→ **Work request**:
Below are the records. Gather each line that holds "lane".

→ **Data provided**:
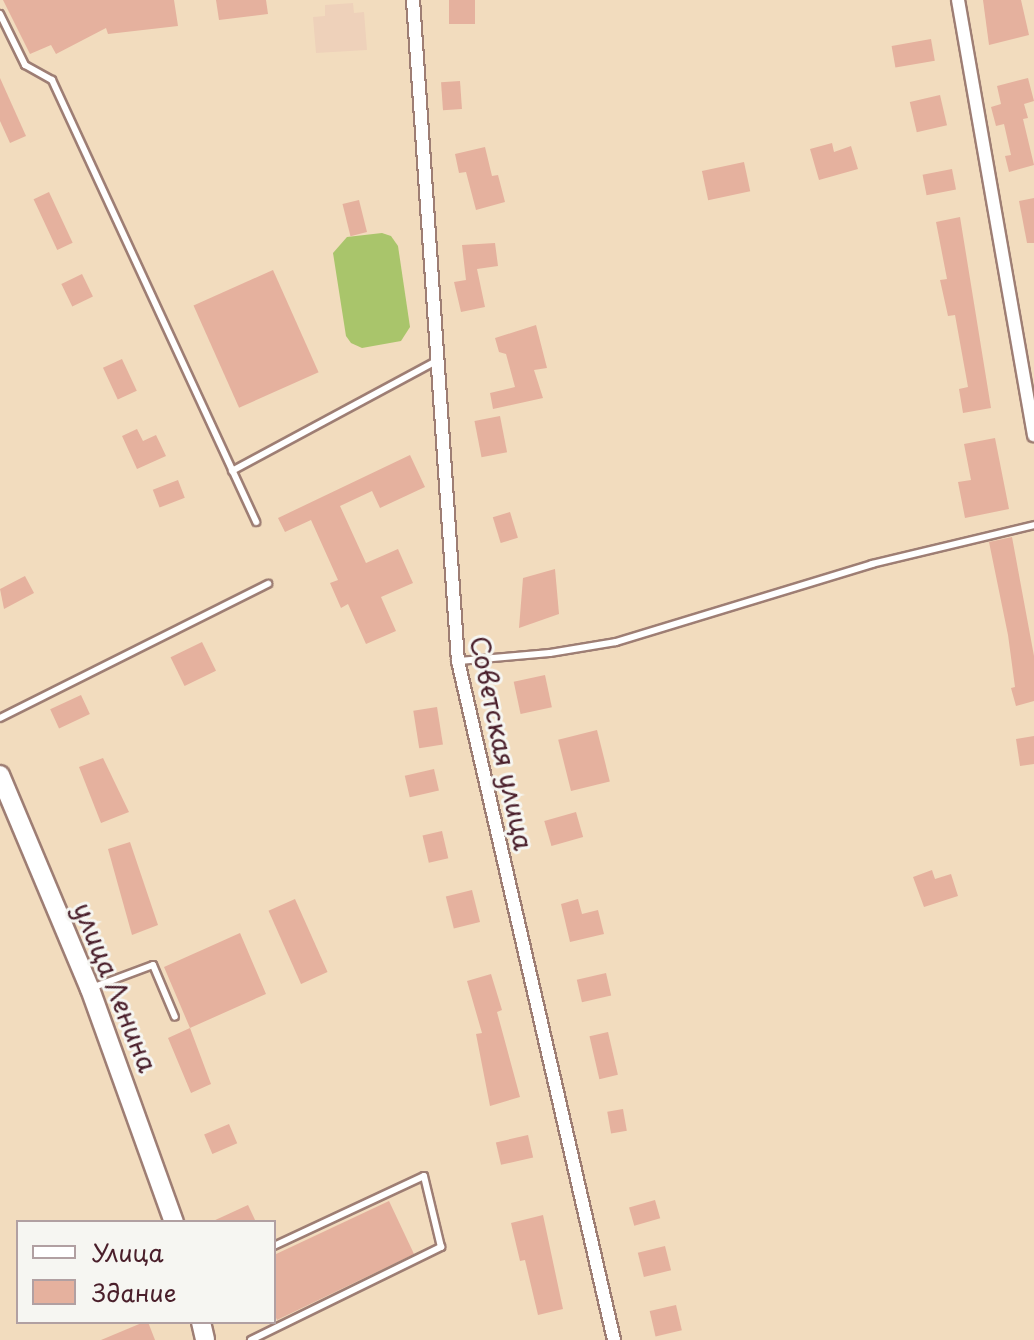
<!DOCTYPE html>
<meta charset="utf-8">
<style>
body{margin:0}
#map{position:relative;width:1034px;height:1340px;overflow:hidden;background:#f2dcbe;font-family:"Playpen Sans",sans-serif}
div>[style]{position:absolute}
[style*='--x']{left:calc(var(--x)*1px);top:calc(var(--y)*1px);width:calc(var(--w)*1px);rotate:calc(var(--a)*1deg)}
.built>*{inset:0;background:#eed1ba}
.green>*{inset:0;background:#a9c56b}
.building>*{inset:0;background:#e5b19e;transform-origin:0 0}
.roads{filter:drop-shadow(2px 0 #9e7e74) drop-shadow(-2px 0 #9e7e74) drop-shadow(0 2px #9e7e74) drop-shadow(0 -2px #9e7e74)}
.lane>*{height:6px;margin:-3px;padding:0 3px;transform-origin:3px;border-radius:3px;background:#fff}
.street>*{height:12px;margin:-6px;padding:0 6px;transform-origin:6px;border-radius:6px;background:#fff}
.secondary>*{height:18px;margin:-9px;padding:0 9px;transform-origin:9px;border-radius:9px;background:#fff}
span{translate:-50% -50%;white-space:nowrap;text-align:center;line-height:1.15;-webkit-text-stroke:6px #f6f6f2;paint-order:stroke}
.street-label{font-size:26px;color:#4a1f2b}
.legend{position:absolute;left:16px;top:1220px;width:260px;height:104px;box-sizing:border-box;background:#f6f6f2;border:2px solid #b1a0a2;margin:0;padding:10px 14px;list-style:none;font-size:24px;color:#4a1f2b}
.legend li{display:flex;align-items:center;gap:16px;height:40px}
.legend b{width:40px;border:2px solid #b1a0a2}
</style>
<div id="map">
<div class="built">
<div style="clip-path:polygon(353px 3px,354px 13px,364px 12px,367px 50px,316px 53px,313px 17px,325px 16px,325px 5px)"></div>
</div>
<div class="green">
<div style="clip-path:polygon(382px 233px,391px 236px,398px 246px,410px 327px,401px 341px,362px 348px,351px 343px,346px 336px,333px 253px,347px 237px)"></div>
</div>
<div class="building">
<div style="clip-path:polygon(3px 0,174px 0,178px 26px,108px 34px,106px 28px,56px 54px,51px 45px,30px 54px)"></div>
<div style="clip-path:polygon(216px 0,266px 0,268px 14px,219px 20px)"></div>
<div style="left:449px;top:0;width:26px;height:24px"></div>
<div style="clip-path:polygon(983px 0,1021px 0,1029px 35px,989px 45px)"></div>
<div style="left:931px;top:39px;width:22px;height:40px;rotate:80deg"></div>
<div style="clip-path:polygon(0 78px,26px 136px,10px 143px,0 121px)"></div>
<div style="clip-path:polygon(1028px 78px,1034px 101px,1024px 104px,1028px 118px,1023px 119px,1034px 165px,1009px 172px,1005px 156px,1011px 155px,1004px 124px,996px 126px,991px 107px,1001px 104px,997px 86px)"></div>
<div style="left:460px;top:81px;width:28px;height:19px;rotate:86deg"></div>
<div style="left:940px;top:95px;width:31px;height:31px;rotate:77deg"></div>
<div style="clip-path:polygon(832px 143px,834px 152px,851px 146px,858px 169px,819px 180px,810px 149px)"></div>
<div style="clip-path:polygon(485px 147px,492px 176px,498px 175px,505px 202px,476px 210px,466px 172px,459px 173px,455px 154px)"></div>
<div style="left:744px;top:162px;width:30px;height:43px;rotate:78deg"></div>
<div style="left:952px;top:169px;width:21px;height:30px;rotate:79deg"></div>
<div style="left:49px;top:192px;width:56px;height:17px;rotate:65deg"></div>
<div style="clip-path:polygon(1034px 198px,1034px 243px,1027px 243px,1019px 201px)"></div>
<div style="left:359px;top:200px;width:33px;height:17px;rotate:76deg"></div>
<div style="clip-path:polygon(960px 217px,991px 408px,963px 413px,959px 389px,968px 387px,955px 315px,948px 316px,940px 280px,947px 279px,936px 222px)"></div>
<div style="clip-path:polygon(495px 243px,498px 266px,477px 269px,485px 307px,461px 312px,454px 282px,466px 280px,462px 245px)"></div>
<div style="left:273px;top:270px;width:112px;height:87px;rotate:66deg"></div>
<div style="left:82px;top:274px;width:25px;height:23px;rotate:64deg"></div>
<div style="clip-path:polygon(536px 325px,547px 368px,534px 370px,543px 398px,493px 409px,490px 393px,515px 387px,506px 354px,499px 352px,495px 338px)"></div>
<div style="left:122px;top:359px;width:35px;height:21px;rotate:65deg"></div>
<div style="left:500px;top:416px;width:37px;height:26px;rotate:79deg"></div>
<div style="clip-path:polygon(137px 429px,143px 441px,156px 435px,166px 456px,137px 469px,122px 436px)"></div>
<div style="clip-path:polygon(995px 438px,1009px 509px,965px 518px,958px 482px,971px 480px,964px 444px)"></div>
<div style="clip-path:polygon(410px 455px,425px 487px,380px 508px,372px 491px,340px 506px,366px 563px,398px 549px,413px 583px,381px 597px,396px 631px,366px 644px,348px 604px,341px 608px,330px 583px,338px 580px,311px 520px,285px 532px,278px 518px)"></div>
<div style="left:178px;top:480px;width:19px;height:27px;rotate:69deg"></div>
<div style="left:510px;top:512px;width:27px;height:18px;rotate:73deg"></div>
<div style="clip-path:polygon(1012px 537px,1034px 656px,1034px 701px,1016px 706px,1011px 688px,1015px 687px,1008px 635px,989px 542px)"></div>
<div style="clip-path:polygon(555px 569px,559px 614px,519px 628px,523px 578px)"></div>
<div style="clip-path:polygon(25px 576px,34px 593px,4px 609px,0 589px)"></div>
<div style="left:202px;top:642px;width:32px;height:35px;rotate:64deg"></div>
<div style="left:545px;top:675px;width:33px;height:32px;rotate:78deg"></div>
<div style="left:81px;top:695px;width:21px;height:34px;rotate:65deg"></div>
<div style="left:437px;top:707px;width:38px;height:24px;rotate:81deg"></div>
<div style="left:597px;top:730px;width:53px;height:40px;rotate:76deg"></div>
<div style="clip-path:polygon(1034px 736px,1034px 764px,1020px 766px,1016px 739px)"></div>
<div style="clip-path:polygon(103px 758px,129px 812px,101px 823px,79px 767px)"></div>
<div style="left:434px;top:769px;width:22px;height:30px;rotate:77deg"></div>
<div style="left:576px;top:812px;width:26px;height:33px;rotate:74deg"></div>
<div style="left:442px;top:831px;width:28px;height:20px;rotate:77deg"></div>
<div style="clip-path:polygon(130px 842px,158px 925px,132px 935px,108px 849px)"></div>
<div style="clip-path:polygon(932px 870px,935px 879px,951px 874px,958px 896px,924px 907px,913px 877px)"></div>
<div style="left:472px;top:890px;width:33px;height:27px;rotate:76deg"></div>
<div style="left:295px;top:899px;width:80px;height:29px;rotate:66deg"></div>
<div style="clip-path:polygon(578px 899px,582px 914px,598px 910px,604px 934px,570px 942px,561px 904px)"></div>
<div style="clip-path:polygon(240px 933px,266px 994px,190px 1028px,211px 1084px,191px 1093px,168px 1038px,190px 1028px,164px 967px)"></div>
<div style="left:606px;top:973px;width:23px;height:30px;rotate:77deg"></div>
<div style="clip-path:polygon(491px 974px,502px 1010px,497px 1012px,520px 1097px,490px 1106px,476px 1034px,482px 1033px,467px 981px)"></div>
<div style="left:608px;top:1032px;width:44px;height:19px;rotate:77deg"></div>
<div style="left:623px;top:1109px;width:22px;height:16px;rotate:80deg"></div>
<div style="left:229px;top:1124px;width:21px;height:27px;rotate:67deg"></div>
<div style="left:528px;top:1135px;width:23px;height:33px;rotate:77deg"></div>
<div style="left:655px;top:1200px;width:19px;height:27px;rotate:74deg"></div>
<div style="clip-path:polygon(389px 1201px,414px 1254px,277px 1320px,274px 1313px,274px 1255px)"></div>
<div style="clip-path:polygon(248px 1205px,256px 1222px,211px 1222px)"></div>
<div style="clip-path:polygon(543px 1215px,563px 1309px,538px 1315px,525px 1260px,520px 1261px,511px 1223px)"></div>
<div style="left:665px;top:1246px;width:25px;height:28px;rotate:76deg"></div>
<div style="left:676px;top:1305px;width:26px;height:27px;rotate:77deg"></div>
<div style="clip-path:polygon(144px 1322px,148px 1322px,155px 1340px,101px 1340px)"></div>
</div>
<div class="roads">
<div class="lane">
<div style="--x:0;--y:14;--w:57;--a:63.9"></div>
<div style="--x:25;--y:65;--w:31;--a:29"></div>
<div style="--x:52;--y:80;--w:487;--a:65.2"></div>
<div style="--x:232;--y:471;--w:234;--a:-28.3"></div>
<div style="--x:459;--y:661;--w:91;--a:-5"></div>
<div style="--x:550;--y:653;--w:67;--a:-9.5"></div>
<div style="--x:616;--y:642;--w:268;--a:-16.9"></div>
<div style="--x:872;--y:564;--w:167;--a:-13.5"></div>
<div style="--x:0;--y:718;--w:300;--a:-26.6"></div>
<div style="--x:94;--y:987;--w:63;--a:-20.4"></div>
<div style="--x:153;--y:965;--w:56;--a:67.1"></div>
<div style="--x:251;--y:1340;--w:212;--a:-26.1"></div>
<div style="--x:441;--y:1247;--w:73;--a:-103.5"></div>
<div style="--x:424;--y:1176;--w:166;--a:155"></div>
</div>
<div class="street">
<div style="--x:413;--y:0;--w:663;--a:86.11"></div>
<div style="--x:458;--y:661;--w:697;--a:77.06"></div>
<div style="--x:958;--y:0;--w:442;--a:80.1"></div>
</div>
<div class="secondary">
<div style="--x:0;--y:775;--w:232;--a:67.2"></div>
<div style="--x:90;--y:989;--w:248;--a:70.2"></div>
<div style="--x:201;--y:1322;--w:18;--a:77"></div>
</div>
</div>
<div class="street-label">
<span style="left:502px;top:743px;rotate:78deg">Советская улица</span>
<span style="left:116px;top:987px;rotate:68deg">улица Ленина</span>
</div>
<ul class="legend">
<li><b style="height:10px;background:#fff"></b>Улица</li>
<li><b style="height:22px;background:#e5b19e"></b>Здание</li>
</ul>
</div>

→ **Written solution**:
.lane>*{height:6px;margin:-3px;padding:0 3px;transform-origin:3px;border-radius:3px;background:#fff}
<div class="lane">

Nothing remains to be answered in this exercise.